Sponsor: The Nature Conservancy
Summary: Adaptation to coastal hazards has traditionally been undertaken using shoreline hardening and engineered defenses. Alternative approaches to building infrastructure, such as ecosystem-based adaptation, are necessary as part of an overall strategy for creating resilient human communities in the face of climate change. Coastal Resilience was developed to help practitioners and stakeholders understand how they can make informed decisions about marine and coastal conservation, land protection, and coastal development, and implement ecosystem-based adaptation strategies. Coastal Resilience helps users visualize future conditions so they can design, build, and discuss alternative future scenarios that address sea level rise, storm surge, social and ecological vulnerability, and conservation priorities.
How it works: The Coastal Resilience project delivers geospatial information on coastal ecosystems, socioeconomics, community vulnerability, and coastal hazards (including sea level rise and storm surge) via an internet mapping application that is a data viewer, data discovery tool, and a future scenario mapper. Coastal Resilience also includes a summary tool for calculating economic and ecological loss in specific geographies within the study area given different future scenarios.
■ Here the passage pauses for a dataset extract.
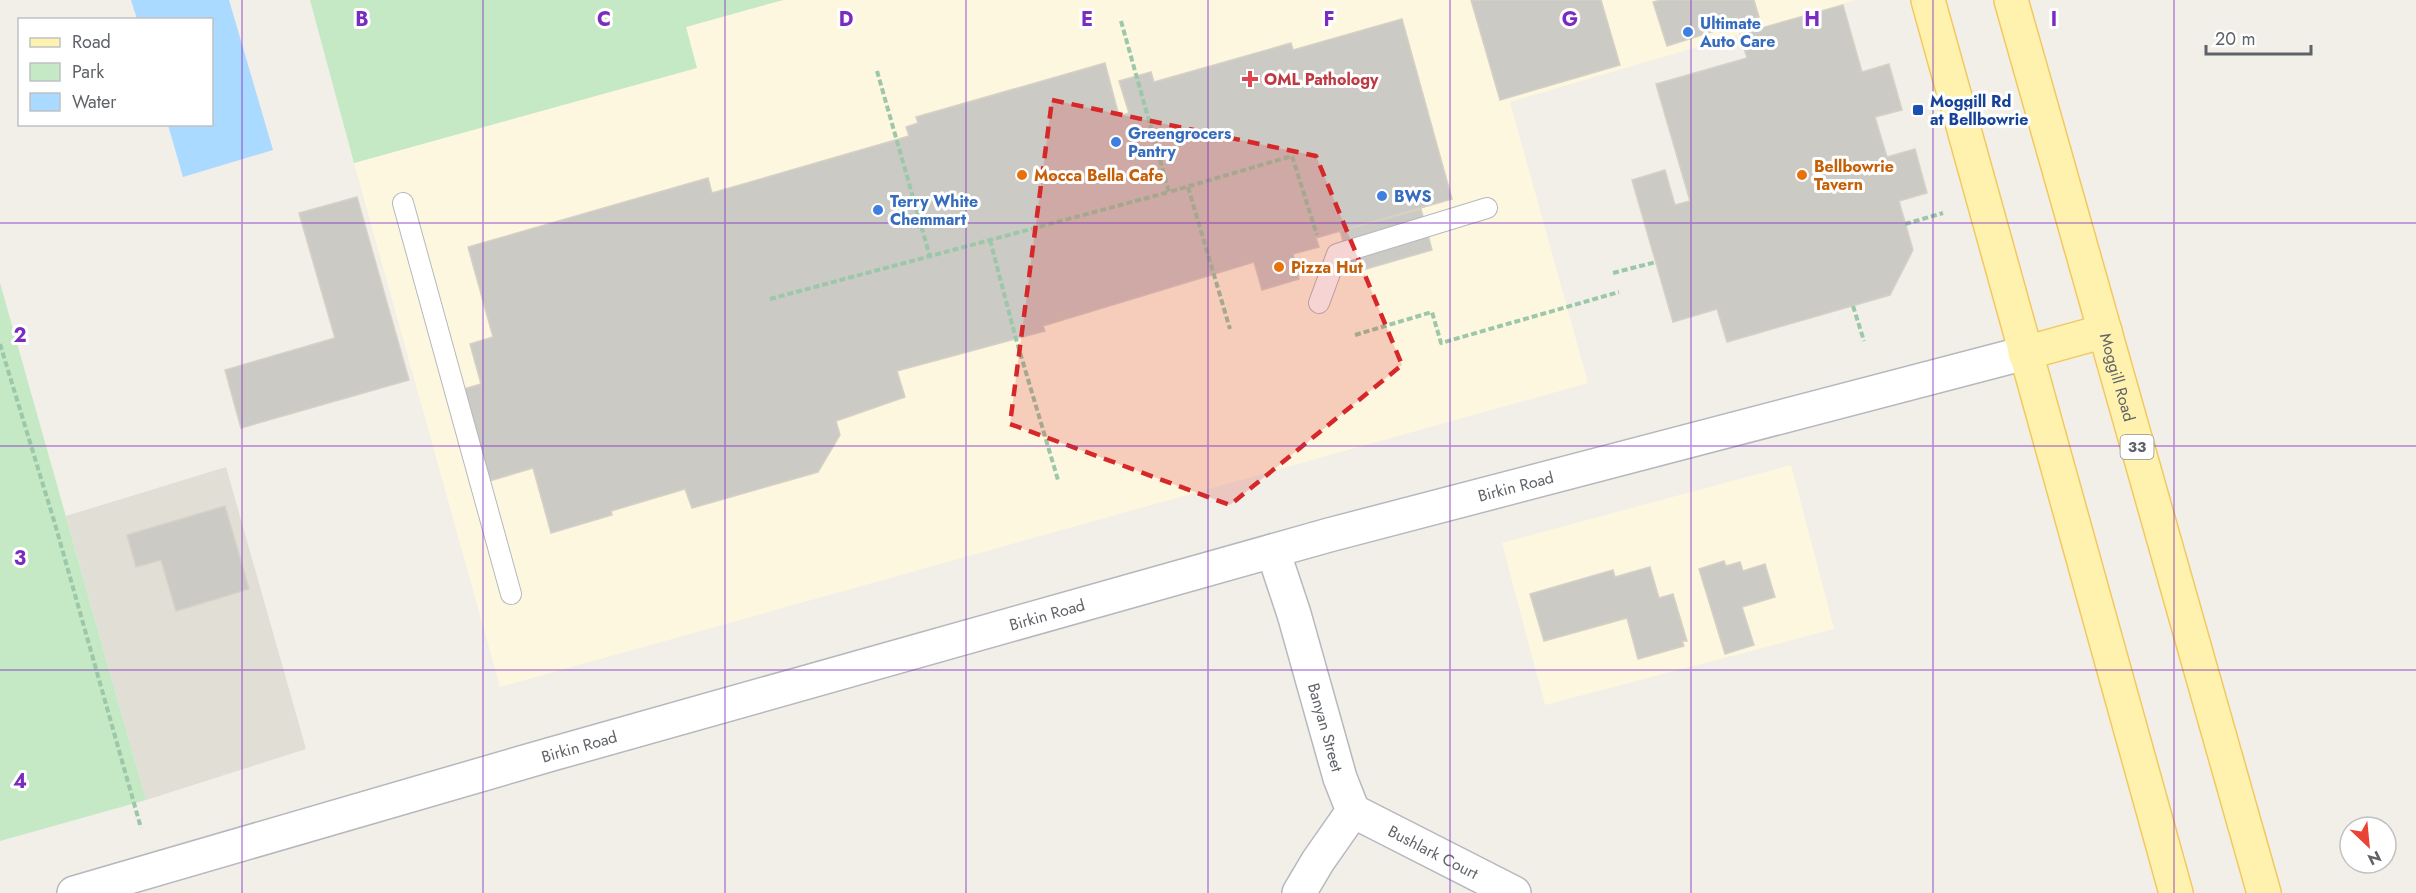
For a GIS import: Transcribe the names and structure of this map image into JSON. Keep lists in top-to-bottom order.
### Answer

Coastal Resilience provides decision support to local decision-makers who are conducting their own comprehensive or post-storm redevelopment plans, and serves as an educational tool to inform stakeholders on the risks of sea level rise and storm surge.
Application: Coastal Resilience has been used for data exploration with the New York State Emergency Management Office, and local towns and villages on Long Island and the Connecticut shores interested in including this information as part of their comprehensive plans.